From the time we are little children we understand that it is much more pleasurable to win than to lose. Every fiber of our being wants to cross the finish line first, not just occasionally, but every time. It is not in our nature as human beings to get comfortable with losing.
However, if you are going to be successful in the stock market you not only need to get comfortable with losing, you need to embrace it.
The uninitiated investor will assume that they have to be right, or win, on the majority of their trades in order to profit in the stock market, but what is more important than the number of times you win is the amount you win on those trades. Learning to take small losses -- a lot of small losses -- and letting your winning trades run is the key to long term profitability.
It's really not a mystery as to why this works, in fact it just comes down to simple math.
Imagine if you were to take ten different positions in ten different stocks and you had decided to risk a maximum of one-hundred dollars per position. The would mean that the total amount that your could lose would be one thousand dollars.
If you were to lose on half of those positions you would be down five hundred dollars and would have to make a total of five hundred dollars -- or an average of one hundred dollars per position -- on your five winning trades in order to break even.
Now let's assume that you were able to make one hundred and fifty dollars on average for your winning trades. You would then only need to win on four trades -- for a total of six hundred dollars -- against your six losses in order to break even.
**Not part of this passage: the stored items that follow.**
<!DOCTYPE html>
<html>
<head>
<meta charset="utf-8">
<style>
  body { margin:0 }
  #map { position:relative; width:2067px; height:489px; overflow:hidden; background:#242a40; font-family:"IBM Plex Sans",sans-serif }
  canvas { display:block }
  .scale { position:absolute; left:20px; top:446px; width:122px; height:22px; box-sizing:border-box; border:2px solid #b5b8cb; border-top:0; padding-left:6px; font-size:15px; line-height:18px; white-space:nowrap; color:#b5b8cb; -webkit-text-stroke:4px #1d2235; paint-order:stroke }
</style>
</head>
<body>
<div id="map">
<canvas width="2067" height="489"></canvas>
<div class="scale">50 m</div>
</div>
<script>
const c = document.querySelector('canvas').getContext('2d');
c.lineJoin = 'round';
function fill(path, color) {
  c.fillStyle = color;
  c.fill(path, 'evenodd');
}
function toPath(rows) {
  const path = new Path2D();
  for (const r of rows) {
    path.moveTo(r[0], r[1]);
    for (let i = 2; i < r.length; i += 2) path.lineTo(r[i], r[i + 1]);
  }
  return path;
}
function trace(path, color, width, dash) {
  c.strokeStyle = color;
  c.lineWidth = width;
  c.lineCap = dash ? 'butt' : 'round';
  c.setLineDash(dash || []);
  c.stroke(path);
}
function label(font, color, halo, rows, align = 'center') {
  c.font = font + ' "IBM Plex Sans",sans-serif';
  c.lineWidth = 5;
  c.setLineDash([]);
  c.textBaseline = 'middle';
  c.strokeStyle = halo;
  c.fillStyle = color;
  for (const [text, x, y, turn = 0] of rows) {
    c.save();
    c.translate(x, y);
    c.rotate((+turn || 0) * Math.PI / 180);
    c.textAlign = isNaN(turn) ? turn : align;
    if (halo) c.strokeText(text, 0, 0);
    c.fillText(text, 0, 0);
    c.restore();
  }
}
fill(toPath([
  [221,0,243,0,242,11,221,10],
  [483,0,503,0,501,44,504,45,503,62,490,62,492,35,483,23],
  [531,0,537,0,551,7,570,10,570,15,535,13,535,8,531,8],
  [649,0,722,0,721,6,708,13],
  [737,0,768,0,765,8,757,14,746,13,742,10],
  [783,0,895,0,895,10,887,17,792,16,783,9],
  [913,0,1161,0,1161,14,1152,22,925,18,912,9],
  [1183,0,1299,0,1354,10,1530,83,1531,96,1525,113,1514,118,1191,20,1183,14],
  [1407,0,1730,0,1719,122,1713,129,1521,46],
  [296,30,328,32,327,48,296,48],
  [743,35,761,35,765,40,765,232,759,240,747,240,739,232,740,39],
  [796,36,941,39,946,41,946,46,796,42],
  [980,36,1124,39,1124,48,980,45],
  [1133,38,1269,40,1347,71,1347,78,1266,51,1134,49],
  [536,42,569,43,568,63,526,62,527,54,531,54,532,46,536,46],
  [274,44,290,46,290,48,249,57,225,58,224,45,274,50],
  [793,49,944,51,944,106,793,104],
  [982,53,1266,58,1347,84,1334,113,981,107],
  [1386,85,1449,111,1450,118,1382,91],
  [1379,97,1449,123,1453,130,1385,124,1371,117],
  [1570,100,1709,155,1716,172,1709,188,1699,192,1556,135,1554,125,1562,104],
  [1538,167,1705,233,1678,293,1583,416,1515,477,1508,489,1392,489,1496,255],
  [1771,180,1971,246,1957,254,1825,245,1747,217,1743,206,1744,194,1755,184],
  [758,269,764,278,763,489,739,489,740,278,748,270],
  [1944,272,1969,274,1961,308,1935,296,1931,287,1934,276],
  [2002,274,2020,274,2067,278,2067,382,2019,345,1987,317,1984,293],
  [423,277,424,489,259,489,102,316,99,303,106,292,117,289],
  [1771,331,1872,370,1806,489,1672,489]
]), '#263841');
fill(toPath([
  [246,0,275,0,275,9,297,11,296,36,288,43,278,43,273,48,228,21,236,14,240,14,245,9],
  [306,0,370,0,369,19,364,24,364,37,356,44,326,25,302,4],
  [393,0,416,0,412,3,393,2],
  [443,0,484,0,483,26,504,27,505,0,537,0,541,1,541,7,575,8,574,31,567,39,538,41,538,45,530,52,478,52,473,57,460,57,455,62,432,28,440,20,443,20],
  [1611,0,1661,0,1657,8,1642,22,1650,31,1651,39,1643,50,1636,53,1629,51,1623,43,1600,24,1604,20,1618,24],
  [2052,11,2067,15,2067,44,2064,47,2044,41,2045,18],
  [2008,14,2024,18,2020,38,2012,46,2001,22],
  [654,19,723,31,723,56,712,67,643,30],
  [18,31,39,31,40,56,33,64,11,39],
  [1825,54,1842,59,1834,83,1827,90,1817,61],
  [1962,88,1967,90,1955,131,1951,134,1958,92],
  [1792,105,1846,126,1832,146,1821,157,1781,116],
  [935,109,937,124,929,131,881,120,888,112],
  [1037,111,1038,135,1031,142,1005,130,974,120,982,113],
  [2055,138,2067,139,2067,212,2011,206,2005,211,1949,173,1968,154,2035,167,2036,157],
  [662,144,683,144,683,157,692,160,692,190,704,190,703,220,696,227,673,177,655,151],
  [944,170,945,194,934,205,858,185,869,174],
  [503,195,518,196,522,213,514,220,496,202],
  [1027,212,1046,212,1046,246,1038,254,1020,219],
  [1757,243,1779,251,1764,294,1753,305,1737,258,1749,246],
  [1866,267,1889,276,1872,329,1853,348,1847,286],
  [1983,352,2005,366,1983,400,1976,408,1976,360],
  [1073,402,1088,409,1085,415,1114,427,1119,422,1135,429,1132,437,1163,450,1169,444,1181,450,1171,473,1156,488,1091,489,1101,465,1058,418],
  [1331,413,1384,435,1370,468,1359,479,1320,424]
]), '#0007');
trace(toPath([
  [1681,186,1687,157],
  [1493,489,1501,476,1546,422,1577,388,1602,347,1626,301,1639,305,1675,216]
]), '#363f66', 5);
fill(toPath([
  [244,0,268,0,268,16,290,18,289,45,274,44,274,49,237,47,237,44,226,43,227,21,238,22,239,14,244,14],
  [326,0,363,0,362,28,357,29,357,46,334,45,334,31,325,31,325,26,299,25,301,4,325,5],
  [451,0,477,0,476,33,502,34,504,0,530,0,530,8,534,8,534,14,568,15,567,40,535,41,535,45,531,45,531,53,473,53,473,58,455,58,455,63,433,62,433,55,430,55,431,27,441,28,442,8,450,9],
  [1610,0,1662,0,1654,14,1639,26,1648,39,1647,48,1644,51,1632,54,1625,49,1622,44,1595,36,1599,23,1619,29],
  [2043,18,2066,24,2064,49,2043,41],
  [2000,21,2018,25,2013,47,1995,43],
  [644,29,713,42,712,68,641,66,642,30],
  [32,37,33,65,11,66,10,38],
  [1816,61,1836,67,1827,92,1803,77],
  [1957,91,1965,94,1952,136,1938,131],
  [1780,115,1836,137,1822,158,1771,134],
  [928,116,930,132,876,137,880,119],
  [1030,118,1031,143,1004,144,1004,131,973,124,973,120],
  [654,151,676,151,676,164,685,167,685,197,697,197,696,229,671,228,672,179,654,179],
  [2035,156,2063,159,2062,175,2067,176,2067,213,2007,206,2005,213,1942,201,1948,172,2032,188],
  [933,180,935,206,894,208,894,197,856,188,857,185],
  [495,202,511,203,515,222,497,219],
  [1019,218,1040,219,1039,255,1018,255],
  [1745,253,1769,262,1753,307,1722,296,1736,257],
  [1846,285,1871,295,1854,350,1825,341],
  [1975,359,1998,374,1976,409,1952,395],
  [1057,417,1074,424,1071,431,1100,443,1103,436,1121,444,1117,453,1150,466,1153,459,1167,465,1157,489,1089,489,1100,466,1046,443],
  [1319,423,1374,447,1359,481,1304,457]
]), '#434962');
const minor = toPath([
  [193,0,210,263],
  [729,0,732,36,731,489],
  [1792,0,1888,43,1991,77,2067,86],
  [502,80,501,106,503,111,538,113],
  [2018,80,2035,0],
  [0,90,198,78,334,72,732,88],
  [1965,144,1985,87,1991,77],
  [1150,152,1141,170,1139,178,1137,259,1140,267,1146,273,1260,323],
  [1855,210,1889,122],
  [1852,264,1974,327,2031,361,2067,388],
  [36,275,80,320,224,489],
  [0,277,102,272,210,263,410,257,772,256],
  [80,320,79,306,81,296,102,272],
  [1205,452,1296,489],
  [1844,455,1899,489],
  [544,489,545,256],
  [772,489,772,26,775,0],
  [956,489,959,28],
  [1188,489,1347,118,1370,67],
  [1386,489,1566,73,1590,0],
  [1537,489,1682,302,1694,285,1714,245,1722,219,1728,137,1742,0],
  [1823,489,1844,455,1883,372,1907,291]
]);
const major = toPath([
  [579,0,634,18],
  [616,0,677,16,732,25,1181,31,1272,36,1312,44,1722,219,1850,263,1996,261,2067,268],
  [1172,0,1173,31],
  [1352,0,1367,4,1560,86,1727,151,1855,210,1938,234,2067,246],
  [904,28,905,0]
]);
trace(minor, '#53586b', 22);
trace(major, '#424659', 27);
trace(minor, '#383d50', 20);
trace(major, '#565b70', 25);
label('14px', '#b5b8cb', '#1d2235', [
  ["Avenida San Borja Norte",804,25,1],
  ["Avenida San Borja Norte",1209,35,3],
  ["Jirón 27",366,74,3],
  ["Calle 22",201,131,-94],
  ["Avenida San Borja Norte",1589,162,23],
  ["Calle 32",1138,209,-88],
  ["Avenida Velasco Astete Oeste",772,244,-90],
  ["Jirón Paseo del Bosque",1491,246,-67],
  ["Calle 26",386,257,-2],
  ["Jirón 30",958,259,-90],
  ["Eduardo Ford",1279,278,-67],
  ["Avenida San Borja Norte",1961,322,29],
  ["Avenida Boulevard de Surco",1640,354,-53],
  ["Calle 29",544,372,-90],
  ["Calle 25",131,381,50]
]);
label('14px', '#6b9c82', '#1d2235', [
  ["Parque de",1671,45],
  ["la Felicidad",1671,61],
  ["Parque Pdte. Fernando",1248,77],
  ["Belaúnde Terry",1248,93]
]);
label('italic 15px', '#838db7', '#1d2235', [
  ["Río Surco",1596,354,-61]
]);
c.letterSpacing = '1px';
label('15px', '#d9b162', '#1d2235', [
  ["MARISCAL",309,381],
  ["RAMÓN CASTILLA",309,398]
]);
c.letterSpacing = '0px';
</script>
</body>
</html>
Now let's take it up a notch. Let's assume you were able to make an average of three hundred dollars per winning trade. In that scenario you would only need to win on three out of your ten trades -- or thirty percent -- in order to make money. Three times three hundred equals nine hundred dollars in wins against seven hundred in losses, for a net profit of two hundred dollars.
What the math here is illustrating is that the quicker you take your losses and the more you let your winners run, the fewer number of trades you need to be correct on in order to turn a profit.
Even the best Wall Street traders have a hard time maintaining a fifty percent win rate over time. They understand that just by the nature of the game they are going to lose on more trades than they win on. They accept this fact, which makes it easier to quickly cut losers, realizing that goal at the end of the day, or month, or quarter is not to have the best winning percentage, but to have the highest amount of profit in their brokerage account.
Though it runs counter-intuitive to our nature, allowing yourself to lose often in the stock market will ensure that small losses don't turn into big ones and that you will always have your money moving into the best stocks.